The GNU Project would like to see a full implementation of the upcoming ISO 32000 standard for PDF. Despite the increasing frequency with which PDF is used for corporate and academic purposes, all software that provides the highest levels of support for the ISO standard is proprietary, which means that, without a concerted effort, free software users could be left behind.

Marchesi also says, “We want a GPLv3 implementation of PDF. Almost all of the existing alternatives are licensed under GPLv2 only.” Besides the obvious credibility involved in having the new version of the license used, no doubt an important consideration is the conviction that a GPLv3 program will provide greater protection of users’ freedoms.

The approach

Marchesi considered adding the missing functionality to existing free PDF libraries, the project quickly discovered that this idea was impractical, given GNU PDF’s engineering goals.

“Our objective is to provide the same level of PDF support as Adobe [Acrobat],” Marchesi says, referring to the leading proprietary PDF program. “So we need a general and complete library that provides enough functionality to build an Acrobat-like program on top of it. This requires capabilities to both read and manipulate PDF files in an integrated library. None of the existing free implementations provides that [integration]. Some of them are designed to provide rasterization of PDF pages, such as Ghostscript, Xpdf, and Poppler, while others are designed to provide facilities for PDF manipulation, such as PoDoFo.” Each is suitable for its particular purposes, but not for the integrated support envisioned by GNU PDF.

GNU PDF’s first goal is to write a library in the C programming language “intended to be used by both PDF consumer and PDF product applications,” Marchesi says. “The library will be similar to the Adobe PDF Library, providing access to several layers of abstraction. In this way, the library will be useful for many kinds of applications, not just viewers.”

The next step will be to write an application that has already been labelled GNU Juggler, “an Acrobat-like application on top of the library.” GNU Juggler, Marchesi says, “will be a specialized PDF viewer and editor.” To help with the application’s creation, a member of GNU PDF project is already performing a functional analysis of the latest edition of Acrobat Professional, Adobe’s flagship PDF product, in order to reverse-engineer it.

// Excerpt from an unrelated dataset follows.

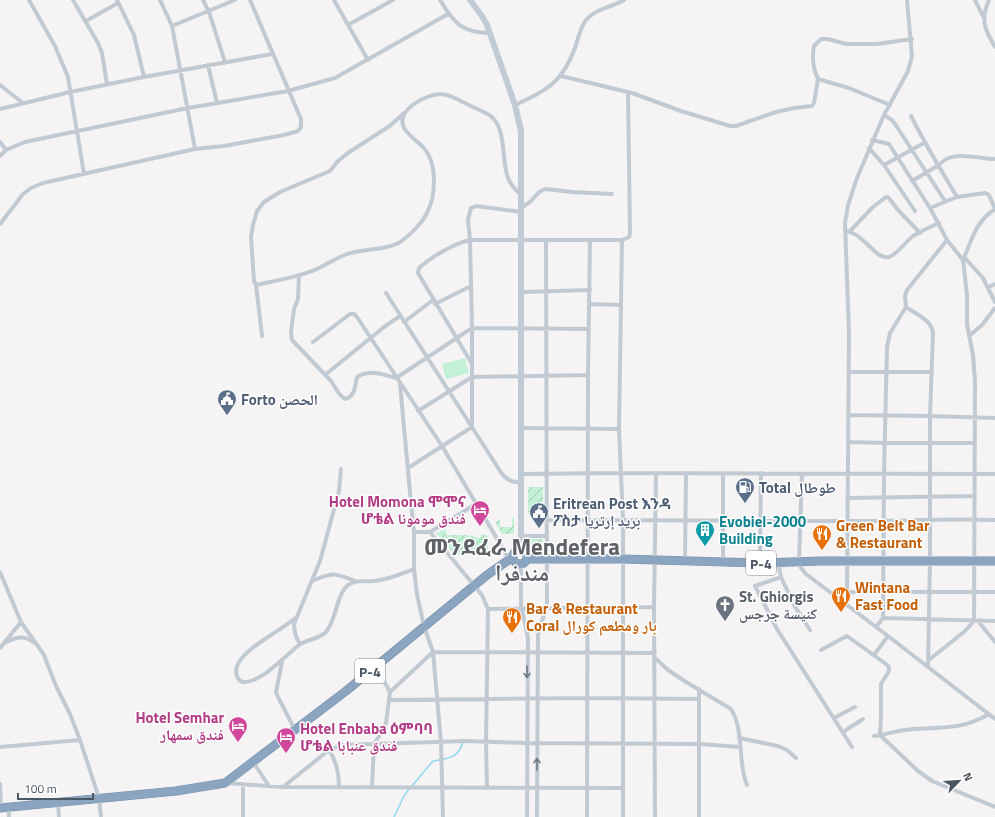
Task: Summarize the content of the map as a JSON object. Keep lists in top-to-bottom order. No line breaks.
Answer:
{"streets":{"highway":["P-4"]},"districts":["መንደፈራ Mendefera مندفرا"],"places":{"public building":["Forto الحصن","Eritrean Post እንዳ ፖስታ بريد إرتريا"],"fuel station":["Total طوطال"],"hotel":["Hotel Momona ሞሞና ሆቴል فندق مومونا","Hotel Semhar فندق سمهار","Hotel Enbaba ዕምባባ ሆቴል فندق عنبابا"],"building":["Evobiel-2000 Building"],"restaurant":["Green Belt Bar & Restaurant","Wintana Fast Food","Bar & Restaurant Coral بار ومطعم كورال"],"church":["St. Ghiorgis كنيسة جرجس"]},"scale_bar":"100 m","north":"top right"}
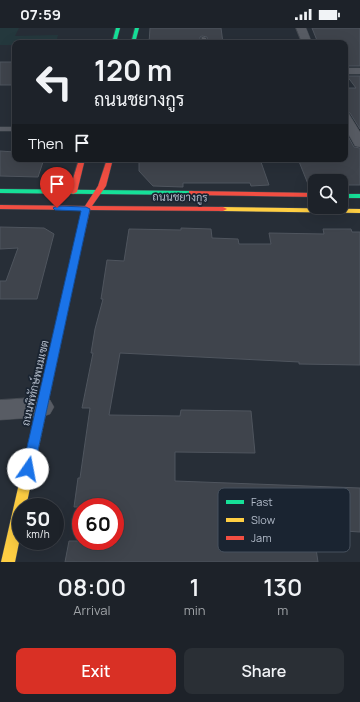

One thing GNU PDF will not have to do is write a graphics library. Project members have already concluded that they can use libcairo. The members of the Cairo project are aware of GNU PDF, and some have already started discussing having the GNU PDF library being integrated with their work.

Realizing the project goals

The FSF has set up a Web page for donations to GNU PDF — a first for any of its ongoing high-priority projects, although the FSF did briefly help collect pledges for the Free Ryzom campaign last year. However, Marchesi emphasizes that “we will go ahead with the project in any case.” Donations would allow the project to hire full-time developers, instead of the volunteers more usual in a new free software project.

“To write the GNU PDF library and GNU Juggler is a really big task, and we want to do it really fast,” Marchesi says. “It is crucial for us to have a free, complete, and high-quality implementation of the PDF standard as soon as possible.”